累は忍びの働きを終え、飯屋で一服していた。

(今晩の宿はどこにしようか)

野宿をするには寒い。しかも、今日は夕焼けがやけに美しい。こんな日は、ことさら冷える。できれば屋根のあるところで眠りたい。

累が思案していると、人相の悪い男が一人、入ってきた。
と、同時に、母親の手伝いをしていた男の子が、びくりとして柱の陰に隠れた。
その男は、飯を頼む風もなく、店の奥までずかずかと入っていった。

「美緒、金を用立ててくれないか?」

女主人に向かって、粘着質な声を発した。

「ありません。あなたに渡すお金などありません。帰ってくれませんか」

「なにぃ、亭主に渡す金がないだと。儲けた金があるだろ」

と、その男は、先の客が置いて行った茶代をつかみとった。

「返してください。それに、あなたなど、亭主でもなんでもありません」

二人がもみ合う内に、土瓶の湯がひっくり返り、じゅわっと湯気をたてた。

はねた湯が累の顔にぷちっとはねた。

「大の男が、女相手に、吠えるなよ」

累は顔をぬぐった。

「ふっ、俺に喧嘩売ろうってのか」
「ちょっと、お客さんに手だすのはやめてください」

男は、止める美緒を突き飛ばし、累に殴り殴りかかってきた。累はその拳をつかかみ、腕を捻った。

「痛っ、いたたた。離してくれ」

しかし、累は余計に力を入れた。

「美緒、なんとか言えよ!」

「帰って下さい」

「分かった。帰る、帰るから、いたたた」

累は腕を離してやった。男は捨て台詞を吐きながら去った。

「すみません、お見苦しいところをお見せしてしまいました。痛っ」

美緒は突き飛ばされた時に腕に擦り傷を負っていた。

「手当てをしよう」

累は、懐から白布をだして、美緒の腕に巻きつけた。

「すみません……」
「おじちゃん、泊まっていって」
「こら太郎、そんなことを言っては、ご迷惑ですよ」
「だって、また、あの人来るかも。怖いよ」

太郎は、あの男をおびえているようだった。累は厚かましいとは思いつつ、ありがたく申し出をうけることにした。

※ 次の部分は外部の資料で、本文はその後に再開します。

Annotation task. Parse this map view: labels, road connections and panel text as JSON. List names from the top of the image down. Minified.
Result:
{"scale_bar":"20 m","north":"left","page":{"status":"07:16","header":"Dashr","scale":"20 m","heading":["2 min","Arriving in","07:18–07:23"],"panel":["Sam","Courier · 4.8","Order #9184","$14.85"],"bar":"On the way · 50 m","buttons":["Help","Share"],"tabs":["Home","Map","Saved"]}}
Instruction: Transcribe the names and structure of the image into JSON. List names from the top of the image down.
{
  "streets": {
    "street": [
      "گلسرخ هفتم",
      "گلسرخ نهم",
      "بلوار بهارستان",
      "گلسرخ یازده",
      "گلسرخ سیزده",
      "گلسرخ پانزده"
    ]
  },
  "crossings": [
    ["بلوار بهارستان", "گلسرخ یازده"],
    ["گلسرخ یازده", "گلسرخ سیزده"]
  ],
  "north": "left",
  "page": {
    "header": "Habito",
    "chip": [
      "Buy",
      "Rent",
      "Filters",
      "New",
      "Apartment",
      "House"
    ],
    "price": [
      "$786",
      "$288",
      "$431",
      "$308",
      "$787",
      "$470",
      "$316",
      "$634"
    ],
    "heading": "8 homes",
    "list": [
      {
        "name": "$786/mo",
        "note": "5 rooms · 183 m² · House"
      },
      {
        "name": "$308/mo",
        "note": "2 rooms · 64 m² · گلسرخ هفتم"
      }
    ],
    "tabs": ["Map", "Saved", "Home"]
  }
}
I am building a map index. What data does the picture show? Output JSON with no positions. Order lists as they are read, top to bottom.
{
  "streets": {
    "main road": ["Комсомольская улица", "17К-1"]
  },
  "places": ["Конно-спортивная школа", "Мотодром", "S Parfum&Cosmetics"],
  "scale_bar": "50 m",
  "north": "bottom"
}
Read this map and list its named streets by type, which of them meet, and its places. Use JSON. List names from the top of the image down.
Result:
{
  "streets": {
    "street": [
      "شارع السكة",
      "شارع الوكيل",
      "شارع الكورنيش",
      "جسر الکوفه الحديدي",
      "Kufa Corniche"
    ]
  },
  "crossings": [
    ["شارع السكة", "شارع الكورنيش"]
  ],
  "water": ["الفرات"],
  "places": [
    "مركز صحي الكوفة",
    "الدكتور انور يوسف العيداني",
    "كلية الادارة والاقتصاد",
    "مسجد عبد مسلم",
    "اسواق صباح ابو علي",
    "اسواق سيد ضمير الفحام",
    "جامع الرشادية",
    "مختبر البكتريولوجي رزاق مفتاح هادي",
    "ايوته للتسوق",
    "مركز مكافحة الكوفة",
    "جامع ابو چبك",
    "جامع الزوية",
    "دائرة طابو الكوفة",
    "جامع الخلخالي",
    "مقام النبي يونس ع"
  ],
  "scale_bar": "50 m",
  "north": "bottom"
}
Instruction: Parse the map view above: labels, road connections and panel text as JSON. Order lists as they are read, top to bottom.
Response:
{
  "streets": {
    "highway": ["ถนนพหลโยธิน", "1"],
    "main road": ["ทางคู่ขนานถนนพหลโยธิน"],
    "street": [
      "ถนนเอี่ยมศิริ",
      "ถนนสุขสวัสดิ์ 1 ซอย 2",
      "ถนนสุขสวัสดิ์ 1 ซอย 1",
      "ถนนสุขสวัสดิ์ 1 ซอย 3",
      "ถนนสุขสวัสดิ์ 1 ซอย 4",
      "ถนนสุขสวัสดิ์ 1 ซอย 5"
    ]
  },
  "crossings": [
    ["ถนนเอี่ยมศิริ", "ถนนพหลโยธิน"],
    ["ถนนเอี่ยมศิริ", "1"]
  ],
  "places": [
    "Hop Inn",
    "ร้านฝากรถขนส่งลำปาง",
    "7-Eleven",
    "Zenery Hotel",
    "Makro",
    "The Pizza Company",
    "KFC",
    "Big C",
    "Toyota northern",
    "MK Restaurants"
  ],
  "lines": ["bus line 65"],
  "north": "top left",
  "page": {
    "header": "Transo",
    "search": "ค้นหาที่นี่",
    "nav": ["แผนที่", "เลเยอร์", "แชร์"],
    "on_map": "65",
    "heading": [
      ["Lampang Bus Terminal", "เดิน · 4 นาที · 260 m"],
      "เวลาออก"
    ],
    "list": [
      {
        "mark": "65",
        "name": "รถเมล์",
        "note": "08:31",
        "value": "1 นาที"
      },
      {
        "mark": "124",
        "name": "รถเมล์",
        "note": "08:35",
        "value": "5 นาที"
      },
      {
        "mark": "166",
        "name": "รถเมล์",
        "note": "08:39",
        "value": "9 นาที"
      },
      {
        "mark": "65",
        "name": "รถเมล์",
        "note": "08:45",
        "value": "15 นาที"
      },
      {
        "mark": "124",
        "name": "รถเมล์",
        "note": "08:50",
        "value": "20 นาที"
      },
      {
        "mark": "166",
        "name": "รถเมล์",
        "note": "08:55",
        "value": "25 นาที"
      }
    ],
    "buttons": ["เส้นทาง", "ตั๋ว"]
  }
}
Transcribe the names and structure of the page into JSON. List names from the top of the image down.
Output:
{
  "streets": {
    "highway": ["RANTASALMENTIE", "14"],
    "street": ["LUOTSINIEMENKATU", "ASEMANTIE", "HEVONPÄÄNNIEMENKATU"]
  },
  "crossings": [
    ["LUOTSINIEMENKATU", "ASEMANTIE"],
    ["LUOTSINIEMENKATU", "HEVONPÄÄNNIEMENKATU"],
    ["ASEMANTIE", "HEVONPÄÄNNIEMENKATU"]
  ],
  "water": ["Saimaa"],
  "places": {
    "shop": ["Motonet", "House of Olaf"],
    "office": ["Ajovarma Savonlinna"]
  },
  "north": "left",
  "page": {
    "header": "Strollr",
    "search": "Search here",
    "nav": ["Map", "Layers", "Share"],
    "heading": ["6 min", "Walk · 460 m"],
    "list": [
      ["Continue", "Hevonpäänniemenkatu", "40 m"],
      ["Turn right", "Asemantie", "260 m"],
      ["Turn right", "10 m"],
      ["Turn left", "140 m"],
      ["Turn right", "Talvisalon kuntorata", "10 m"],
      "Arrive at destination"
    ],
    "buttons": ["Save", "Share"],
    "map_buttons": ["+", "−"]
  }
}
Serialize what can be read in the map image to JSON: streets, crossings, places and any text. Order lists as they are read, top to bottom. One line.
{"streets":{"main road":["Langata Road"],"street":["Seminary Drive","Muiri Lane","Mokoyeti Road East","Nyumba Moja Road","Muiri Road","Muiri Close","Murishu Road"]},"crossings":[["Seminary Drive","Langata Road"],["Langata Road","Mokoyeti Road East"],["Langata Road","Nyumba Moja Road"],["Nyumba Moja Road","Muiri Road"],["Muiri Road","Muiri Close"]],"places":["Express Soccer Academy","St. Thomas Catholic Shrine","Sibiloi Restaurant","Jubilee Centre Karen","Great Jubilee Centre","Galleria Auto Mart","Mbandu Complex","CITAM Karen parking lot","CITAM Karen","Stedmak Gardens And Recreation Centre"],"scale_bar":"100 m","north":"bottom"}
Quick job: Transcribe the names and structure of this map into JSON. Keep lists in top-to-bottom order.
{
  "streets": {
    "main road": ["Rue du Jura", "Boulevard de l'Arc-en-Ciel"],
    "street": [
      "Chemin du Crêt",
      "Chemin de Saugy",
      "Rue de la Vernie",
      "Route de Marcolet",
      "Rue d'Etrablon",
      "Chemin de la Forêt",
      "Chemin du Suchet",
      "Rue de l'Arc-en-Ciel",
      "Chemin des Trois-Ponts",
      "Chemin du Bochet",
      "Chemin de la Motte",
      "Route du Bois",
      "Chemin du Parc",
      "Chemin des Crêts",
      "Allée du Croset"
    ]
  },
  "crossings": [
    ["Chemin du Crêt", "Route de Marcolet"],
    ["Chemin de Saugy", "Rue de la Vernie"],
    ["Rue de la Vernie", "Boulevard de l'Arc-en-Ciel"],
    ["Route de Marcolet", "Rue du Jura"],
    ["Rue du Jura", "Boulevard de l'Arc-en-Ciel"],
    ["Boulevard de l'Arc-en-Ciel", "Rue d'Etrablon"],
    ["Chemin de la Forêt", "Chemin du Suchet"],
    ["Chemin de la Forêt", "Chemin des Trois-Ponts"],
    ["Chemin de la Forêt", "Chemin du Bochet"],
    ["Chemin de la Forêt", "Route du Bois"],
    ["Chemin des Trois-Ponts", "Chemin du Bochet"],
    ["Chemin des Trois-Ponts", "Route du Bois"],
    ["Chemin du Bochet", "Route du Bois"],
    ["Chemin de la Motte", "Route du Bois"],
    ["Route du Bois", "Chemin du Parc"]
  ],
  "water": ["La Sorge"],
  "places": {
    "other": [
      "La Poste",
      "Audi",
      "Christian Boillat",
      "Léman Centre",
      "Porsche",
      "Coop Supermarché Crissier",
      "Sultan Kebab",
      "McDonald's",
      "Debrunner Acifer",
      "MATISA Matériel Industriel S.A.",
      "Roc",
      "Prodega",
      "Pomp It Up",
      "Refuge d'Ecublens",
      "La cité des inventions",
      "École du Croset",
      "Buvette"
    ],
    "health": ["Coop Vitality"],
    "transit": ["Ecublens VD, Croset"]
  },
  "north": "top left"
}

隣の部屋で、美緒は太郎を寝かせつけているようだ。昔話をしている。
それが、聞くともなく累の耳に入ってきた。
どうやら「ももたろう」の話のようだ。
「どんぶらこ~どんぶらこ~」お馴染みの語り。

「どんぶらこ、どんぶらこ」と、繰り返す美緒と太郎の声に累は気持ちが和んだ。屋根や布団の温かみ以上のぬくもりを感じた。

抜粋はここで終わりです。